### [What to work on]
The lines you return must be all those in the data that hold the string "linejoin".

### [Dataset content]
*** Begin section ***

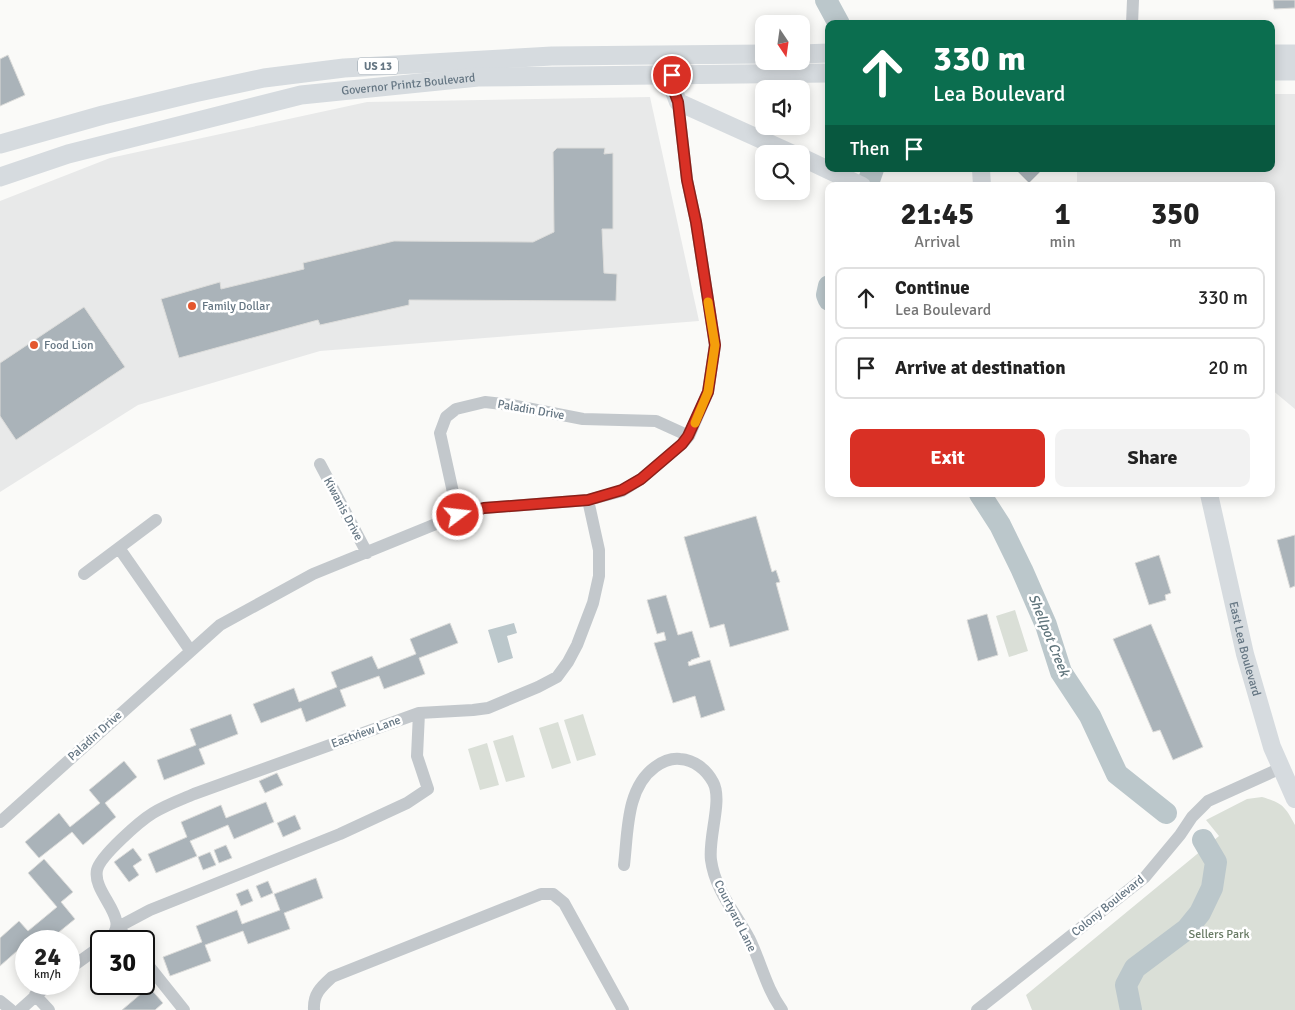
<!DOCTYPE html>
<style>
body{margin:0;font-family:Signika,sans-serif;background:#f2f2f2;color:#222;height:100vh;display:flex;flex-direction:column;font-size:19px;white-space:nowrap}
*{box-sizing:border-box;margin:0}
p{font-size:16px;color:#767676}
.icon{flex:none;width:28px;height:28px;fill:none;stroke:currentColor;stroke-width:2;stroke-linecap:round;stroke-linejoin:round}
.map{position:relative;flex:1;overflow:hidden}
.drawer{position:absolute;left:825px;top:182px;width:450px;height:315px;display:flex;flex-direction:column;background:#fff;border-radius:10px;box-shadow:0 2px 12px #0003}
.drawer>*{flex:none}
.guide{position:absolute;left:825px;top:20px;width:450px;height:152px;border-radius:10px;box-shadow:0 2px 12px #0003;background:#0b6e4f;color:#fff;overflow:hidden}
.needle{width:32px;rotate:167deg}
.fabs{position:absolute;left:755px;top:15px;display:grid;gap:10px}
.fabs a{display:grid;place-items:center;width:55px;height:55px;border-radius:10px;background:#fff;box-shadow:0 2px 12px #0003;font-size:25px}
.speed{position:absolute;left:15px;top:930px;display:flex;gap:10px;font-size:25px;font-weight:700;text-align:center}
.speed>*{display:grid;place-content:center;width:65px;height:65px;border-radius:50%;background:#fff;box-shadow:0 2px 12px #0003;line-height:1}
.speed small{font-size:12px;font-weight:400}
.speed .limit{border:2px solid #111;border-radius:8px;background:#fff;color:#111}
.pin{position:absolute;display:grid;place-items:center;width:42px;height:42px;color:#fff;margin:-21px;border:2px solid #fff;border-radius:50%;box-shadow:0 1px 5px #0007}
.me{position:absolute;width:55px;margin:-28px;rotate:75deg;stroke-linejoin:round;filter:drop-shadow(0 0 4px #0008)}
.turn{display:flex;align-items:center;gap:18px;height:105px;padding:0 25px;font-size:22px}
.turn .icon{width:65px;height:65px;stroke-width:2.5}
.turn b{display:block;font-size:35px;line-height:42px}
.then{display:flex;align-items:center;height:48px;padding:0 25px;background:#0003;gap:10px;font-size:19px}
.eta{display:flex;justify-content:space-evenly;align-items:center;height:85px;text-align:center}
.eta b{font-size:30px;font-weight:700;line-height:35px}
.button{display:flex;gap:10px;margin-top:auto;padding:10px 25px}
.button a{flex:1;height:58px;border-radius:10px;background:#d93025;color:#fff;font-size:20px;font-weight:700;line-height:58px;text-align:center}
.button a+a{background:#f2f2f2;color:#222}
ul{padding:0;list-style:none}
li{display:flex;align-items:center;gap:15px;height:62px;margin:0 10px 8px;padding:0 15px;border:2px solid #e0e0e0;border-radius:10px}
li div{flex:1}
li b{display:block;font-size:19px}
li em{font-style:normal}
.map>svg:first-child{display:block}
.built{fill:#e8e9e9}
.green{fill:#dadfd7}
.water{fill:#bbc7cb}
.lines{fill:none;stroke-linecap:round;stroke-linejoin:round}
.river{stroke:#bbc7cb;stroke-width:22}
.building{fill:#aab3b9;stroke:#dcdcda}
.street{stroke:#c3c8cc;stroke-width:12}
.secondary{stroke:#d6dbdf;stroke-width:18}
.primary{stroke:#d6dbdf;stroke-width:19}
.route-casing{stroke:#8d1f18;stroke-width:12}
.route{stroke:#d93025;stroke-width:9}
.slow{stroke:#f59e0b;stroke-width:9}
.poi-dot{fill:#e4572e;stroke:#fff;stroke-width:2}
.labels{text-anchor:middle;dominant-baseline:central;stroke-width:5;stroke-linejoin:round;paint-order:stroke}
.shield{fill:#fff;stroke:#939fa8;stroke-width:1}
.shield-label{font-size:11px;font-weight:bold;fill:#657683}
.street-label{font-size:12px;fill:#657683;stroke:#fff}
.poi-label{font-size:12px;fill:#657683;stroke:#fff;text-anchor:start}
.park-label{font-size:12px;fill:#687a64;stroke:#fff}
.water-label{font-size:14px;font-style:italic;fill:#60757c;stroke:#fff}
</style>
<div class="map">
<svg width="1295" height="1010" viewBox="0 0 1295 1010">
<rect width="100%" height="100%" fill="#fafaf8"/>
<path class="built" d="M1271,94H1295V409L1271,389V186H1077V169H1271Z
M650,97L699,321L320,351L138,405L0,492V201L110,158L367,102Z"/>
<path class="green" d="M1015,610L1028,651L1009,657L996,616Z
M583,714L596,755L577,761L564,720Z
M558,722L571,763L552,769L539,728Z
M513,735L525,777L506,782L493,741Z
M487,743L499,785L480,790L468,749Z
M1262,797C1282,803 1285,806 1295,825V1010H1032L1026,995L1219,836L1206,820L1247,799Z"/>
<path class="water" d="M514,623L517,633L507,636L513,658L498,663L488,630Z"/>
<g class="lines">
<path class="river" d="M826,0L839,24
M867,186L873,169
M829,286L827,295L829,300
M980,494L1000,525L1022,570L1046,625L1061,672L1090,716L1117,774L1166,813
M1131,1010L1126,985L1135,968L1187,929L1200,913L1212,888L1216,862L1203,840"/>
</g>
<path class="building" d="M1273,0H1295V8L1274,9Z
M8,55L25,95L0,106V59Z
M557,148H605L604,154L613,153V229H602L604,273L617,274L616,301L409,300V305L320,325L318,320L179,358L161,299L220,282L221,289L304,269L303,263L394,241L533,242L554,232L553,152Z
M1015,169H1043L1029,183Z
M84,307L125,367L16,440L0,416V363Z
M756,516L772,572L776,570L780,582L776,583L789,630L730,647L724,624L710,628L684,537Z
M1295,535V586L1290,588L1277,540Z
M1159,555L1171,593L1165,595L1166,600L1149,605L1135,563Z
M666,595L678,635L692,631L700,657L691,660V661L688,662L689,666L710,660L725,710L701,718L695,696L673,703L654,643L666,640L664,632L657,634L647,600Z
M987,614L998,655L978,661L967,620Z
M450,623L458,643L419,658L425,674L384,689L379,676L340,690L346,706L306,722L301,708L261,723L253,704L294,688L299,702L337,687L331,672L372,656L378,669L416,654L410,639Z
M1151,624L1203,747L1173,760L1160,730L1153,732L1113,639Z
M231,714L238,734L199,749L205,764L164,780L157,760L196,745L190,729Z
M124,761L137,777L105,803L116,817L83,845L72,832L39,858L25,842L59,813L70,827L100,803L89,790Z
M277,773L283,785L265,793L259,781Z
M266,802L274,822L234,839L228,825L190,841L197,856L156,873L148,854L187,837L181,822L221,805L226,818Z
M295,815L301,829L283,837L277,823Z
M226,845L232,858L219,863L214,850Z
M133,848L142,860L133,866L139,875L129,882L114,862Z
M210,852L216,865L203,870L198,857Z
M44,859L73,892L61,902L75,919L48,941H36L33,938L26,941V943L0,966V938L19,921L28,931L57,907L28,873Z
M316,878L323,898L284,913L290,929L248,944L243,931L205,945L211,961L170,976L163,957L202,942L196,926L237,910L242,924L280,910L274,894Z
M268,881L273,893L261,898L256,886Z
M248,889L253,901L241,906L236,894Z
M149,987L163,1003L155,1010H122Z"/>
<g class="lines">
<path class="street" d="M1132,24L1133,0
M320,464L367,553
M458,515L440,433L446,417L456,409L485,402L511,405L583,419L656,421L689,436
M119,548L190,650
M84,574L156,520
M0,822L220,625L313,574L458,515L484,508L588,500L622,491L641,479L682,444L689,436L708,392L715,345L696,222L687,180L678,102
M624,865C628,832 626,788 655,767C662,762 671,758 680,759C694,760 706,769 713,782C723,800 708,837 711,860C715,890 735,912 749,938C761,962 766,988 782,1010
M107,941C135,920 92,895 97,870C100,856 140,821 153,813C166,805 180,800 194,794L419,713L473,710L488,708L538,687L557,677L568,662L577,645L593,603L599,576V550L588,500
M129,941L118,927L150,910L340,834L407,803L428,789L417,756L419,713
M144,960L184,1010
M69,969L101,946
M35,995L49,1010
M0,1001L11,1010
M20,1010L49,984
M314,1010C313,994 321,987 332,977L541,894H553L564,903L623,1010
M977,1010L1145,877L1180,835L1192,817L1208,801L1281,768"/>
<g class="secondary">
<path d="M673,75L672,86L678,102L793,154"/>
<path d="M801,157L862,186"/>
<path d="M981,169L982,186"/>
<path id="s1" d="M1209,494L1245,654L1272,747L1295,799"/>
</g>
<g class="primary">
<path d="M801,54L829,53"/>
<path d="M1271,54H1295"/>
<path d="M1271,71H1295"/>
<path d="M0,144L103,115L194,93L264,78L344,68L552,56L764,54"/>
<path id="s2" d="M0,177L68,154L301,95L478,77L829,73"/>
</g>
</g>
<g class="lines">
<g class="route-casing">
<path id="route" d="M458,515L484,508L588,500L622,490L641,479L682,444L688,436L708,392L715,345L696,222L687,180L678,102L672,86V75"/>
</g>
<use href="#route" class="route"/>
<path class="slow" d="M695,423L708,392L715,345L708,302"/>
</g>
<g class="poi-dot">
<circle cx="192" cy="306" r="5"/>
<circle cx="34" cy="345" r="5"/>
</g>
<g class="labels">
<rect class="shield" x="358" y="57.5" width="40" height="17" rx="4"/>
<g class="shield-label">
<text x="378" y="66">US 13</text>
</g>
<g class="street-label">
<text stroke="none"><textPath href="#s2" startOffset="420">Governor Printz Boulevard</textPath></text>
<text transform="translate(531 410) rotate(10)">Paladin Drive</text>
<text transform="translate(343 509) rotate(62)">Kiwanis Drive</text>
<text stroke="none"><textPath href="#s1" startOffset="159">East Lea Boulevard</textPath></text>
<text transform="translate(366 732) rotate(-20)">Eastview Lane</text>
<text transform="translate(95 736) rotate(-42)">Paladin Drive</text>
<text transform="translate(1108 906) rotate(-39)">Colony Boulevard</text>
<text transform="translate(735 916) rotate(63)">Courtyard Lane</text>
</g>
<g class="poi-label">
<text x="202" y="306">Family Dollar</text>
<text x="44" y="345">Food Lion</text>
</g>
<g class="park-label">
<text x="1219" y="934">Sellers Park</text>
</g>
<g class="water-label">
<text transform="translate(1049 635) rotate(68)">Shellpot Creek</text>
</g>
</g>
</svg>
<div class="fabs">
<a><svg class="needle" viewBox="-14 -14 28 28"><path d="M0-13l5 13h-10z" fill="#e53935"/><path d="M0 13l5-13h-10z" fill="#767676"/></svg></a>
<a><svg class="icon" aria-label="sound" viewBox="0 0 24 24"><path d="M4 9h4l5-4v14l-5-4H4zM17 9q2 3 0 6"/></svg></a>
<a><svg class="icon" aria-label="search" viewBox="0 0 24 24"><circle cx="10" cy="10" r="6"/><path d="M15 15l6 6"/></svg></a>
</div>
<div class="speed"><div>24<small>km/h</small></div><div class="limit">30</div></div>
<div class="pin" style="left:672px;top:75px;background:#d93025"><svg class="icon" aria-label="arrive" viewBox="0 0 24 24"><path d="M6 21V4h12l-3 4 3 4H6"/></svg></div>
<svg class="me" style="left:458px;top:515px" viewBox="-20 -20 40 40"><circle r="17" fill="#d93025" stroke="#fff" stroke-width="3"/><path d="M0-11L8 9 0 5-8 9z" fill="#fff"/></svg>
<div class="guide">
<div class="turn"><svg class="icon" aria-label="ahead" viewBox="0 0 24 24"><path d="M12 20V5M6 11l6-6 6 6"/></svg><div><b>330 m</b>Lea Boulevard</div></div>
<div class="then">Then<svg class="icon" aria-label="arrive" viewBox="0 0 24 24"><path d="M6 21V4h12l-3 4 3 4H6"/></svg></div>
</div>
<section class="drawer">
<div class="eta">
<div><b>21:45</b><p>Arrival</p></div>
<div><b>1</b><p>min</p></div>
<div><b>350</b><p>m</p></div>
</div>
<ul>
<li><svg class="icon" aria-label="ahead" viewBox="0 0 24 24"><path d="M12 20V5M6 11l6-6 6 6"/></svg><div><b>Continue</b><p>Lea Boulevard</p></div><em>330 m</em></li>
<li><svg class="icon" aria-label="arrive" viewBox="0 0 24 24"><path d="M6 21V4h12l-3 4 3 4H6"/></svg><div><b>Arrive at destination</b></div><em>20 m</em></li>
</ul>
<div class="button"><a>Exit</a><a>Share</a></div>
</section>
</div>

*** End section ***

### [Solution]
.icon{flex:none;width:28px;height:28px;fill:none;stroke:currentColor;stroke-width:2;stroke-linecap:round;stroke-linejoin:round}
.me{position:absolute;width:55px;margin:-28px;rotate:75deg;stroke-linejoin:round;filter:drop-shadow(0 0 4px #0008)}
.lines{fill:none;stroke-linecap:round;stroke-linejoin:round}
.labels{text-anchor:middle;dominant-baseline:central;stroke-width:5;stroke-linejoin:round;paint-order:stroke}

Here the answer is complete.